Saldi, i consigli anti -fregature

il codacons mette in guardia: diffidate degli sconti sopra il 50%
TRENTOI saldi estivi sono partiti e il Codacons mette in guardia i consumatori da possibili fregature. Primo: conservate sempre lo scontrino, «non è vero che i capi in svendita non si possono cambiare, il negoziante è obbligato a sostituire l’ articolo difettoso anche se dichiara che i capi in saldo non si possono cambiare. Se il cambio non è possibile, ad es. perché il prodotto è finito, avete diritto alla restituzione dei soldi (non ad un buono). Avete due mesi di tempo, non 7 o 8 giorni, per denunciare il difetto». Le vendite devono essere realmente di fine stagione: la merce posta in vendita sotto la voce “Saldo” deve essere l’ avanzo di quella della stagione che sta finendo e non fondi di magazzino.

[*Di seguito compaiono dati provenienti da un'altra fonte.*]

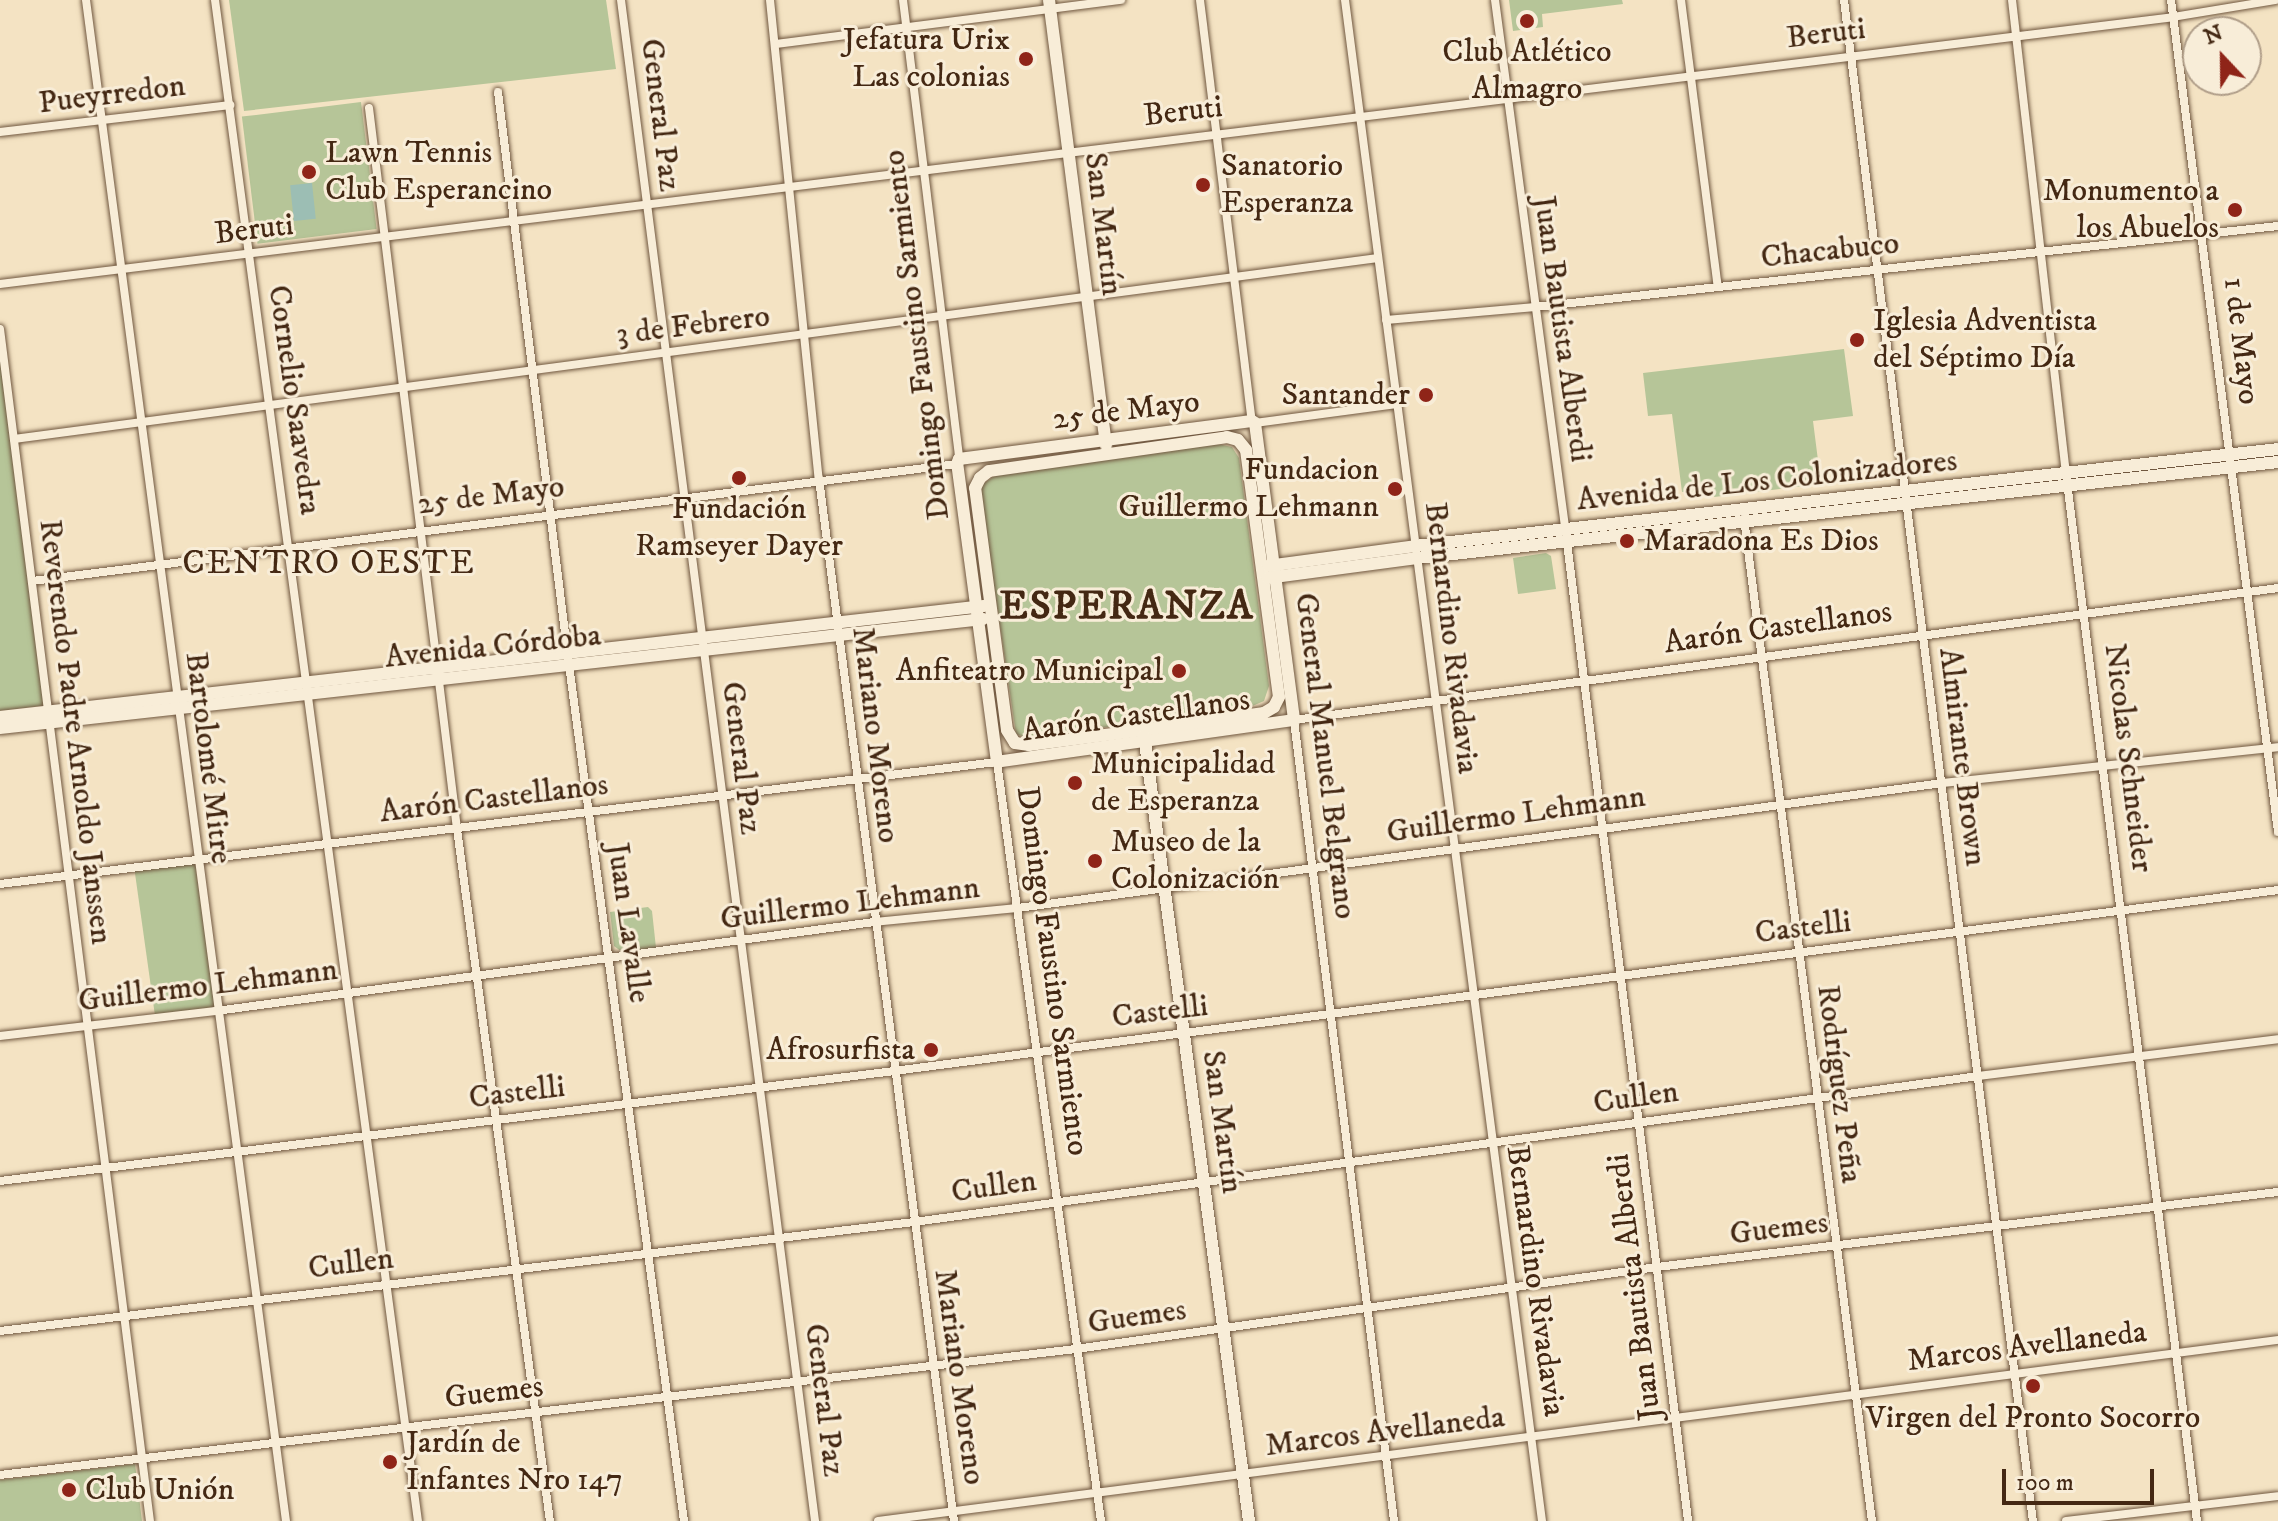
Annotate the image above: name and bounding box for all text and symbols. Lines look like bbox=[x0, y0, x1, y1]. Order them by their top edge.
street label: Beruti bbox=[1784, 10, 1868, 58]
marker: Club Atlético Almagro bbox=[1518, 12, 1536, 30]
north arrow bbox=[2182, 16, 2262, 96]
text: N bbox=[2200, 19, 2227, 51]
place label: Jefatura Urix Las colonias bbox=[843, 22, 1010, 97]
place label: Club Atlético Almagro bbox=[1442, 34, 1612, 109]
street label: General Paz bbox=[632, 36, 688, 194]
marker: Jefatura Urix Las colonias bbox=[1017, 50, 1035, 68]
street label: Pueyrredon bbox=[36, 67, 188, 123]
street label: Beruti bbox=[1141, 88, 1225, 136]
place label: Lawn Tennis Club Esperancino bbox=[325, 135, 552, 210]
street label: Domingo Faustino Sarmiento bbox=[875, 148, 959, 522]
place label: Sanatorio Esperanza bbox=[1221, 148, 1353, 223]
street label: San Martín bbox=[1075, 150, 1131, 298]
marker: Lawn Tennis Club Esperancino bbox=[300, 163, 318, 181]
place label: Monumento a los Abuelos bbox=[2043, 173, 2219, 248]
marker: Sanatorio Esperanza bbox=[1192, 174, 1214, 196]
street label: Juan Bautista Alberdi bbox=[1524, 194, 1600, 464]
marker: Monumento a los Abuelos bbox=[2226, 201, 2244, 219]
street label: Beruti bbox=[212, 206, 296, 254]
street label: Chacabuco bbox=[1759, 225, 1901, 277]
street label: 1 de Mayo bbox=[2214, 275, 2268, 407]
street label: Cornelio Saavedra bbox=[259, 283, 329, 517]
street label: 3 de Febrero bbox=[614, 298, 772, 354]
place label: Iglesia Adventista del Séptimo Día bbox=[1873, 303, 2097, 378]
marker: Iglesia Adventista del Séptimo Día bbox=[1848, 331, 1866, 349]
place label: Santander bbox=[1281, 376, 1410, 414]
street label: 25 de Mayo bbox=[1050, 383, 1202, 439]
marker: Santander bbox=[1417, 386, 1435, 404]
street label: Avenida de Los Colonizadores bbox=[1575, 442, 1959, 520]
place label: Fundacion Guillermo Lehmann bbox=[1118, 452, 1379, 527]
street label: 25 de Mayo bbox=[415, 468, 567, 524]
marker: Fundación Ramseyer Dayer bbox=[730, 469, 748, 487]
marker: Fundacion Guillermo Lehmann bbox=[1386, 480, 1404, 498]
place label: Fundación Ramseyer Dayer bbox=[635, 491, 843, 566]
street label: Bernardino Rivadavia bbox=[1415, 500, 1487, 776]
street label: Reverendo Padre Arnoldo Janssen bbox=[30, 517, 120, 947]
place label: Maradona Es Dios bbox=[1643, 522, 1879, 560]
marker: Maradona Es Dios bbox=[1618, 532, 1636, 550]
district label: CENTRO OESTE bbox=[182, 544, 476, 584]
district label: ESPERANZA bbox=[1000, 583, 1254, 631]
street label: General Manuel Belgrano bbox=[1286, 591, 1364, 921]
street label: Aarón Castellanos bbox=[1662, 593, 1894, 663]
street label: Avenida Córdoba bbox=[383, 617, 603, 677]
street label: Mariano Moreno bbox=[843, 625, 907, 845]
street label: Nicolas Schneider bbox=[2095, 641, 2161, 875]
street label: Almirante Brown bbox=[1930, 646, 1994, 868]
street label: Bartolomé Mitre bbox=[176, 650, 240, 866]
place label: Anfiteatro Municipal bbox=[896, 652, 1163, 690]
marker: Anfiteatro Municipal bbox=[1170, 662, 1188, 680]
street label: General Paz bbox=[713, 679, 769, 837]
street label: Aarón Castellanos bbox=[1020, 681, 1252, 751]
place label: Municipalidad de Esperanza bbox=[1091, 746, 1275, 821]
street label: Aarón Castellanos bbox=[378, 766, 610, 832]
marker: Municipalidad de Esperanza bbox=[1066, 774, 1084, 792]
street label: Guillermo Lehmann bbox=[1384, 778, 1648, 852]
street label: Domingo Faustino Sarmiento bbox=[1007, 784, 1097, 1158]
place label: Museo de la Colonización bbox=[1111, 824, 1280, 899]
street label: Juan Lavalle bbox=[598, 840, 658, 1006]
marker: Museo de la Colonización bbox=[1086, 852, 1104, 870]
street label: Guillermo Lehmann bbox=[718, 869, 982, 939]
street label: Castelli bbox=[1753, 903, 1853, 953]
street label: Guillermo Lehmann bbox=[76, 951, 340, 1021]
street label: Rodríguez Peña bbox=[1808, 983, 1870, 1185]
street label: Castelli bbox=[1110, 987, 1210, 1037]
place label: Afrosurfista bbox=[766, 1031, 915, 1069]
marker: Afrosurfista bbox=[922, 1041, 940, 1059]
street label: San Martín bbox=[1193, 1048, 1251, 1196]
street label: Castelli bbox=[467, 1068, 567, 1118]
street label: Cullen bbox=[1591, 1073, 1681, 1123]
street label: Bernardino Rivadavia bbox=[1497, 1143, 1573, 1419]
street label: Juan Bautista Alberdi bbox=[1600, 1152, 1670, 1422]
street label: Cullen bbox=[949, 1162, 1039, 1212]
street label: Guemes bbox=[1728, 1204, 1830, 1254]
street label: Cullen bbox=[306, 1240, 396, 1288]
street label: Mariano Moreno bbox=[925, 1267, 993, 1487]
street label: Guemes bbox=[1085, 1291, 1189, 1343]
street label: Marcos Avellaneda bbox=[1905, 1313, 2149, 1381]
street label: General Paz bbox=[796, 1321, 852, 1479]
street label: Guemes bbox=[443, 1368, 545, 1418]
marker: Virgen del Pronto Socorro bbox=[2024, 1377, 2042, 1395]
street label: Marcos Avellaneda bbox=[1263, 1398, 1507, 1466]
place label: Virgen del Pronto Socorro bbox=[1866, 1399, 2200, 1437]
place label: Jardín de Infantes Nro 147 bbox=[406, 1425, 623, 1500]
marker: Jardín de Infantes Nro 147 bbox=[381, 1453, 399, 1471]
scale bar bbox=[2006, 1453, 2158, 1503]
text: 100 m bbox=[2016, 1468, 2074, 1498]
place label: Club Unión bbox=[85, 1471, 234, 1509]
marker: Club Unión bbox=[60, 1481, 78, 1499]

Altri consigli: confrontare i prezzi di più negozi, avere le idee chiare sulle spese da fare prima di entrare in negozio, diffidare degli sconti superiori al 50% che spesso nascondono merce non proprio nuova, o prezzi vecchi falsi (si gonfia il prezzo vecchio così da aumentare la percentuale di sconto ed invogliare maggiormente all’ acquisto). Il Codacons raccomanda di servirsi preferibilmente nei negozi di fiducia o acquistare merce della quale conoscete già il prezzo o la qualità in modo da poter valutare liberamente e autonomamente la convenienza dell’ acquisto; di non acquistare nei negozi che non espongono il cartellino che indica il vecchio prezzo, quello nuovo ed la percentuale di sconto; diffidare dei capi di abbigliamento che possono essere solo guardati. Infine, pagamenti: nei negozi che espongono in vetrina l’ adesivo della carta di credito o del bancomat, il commerciante è obbligato ad accettare queste forme di pagamento.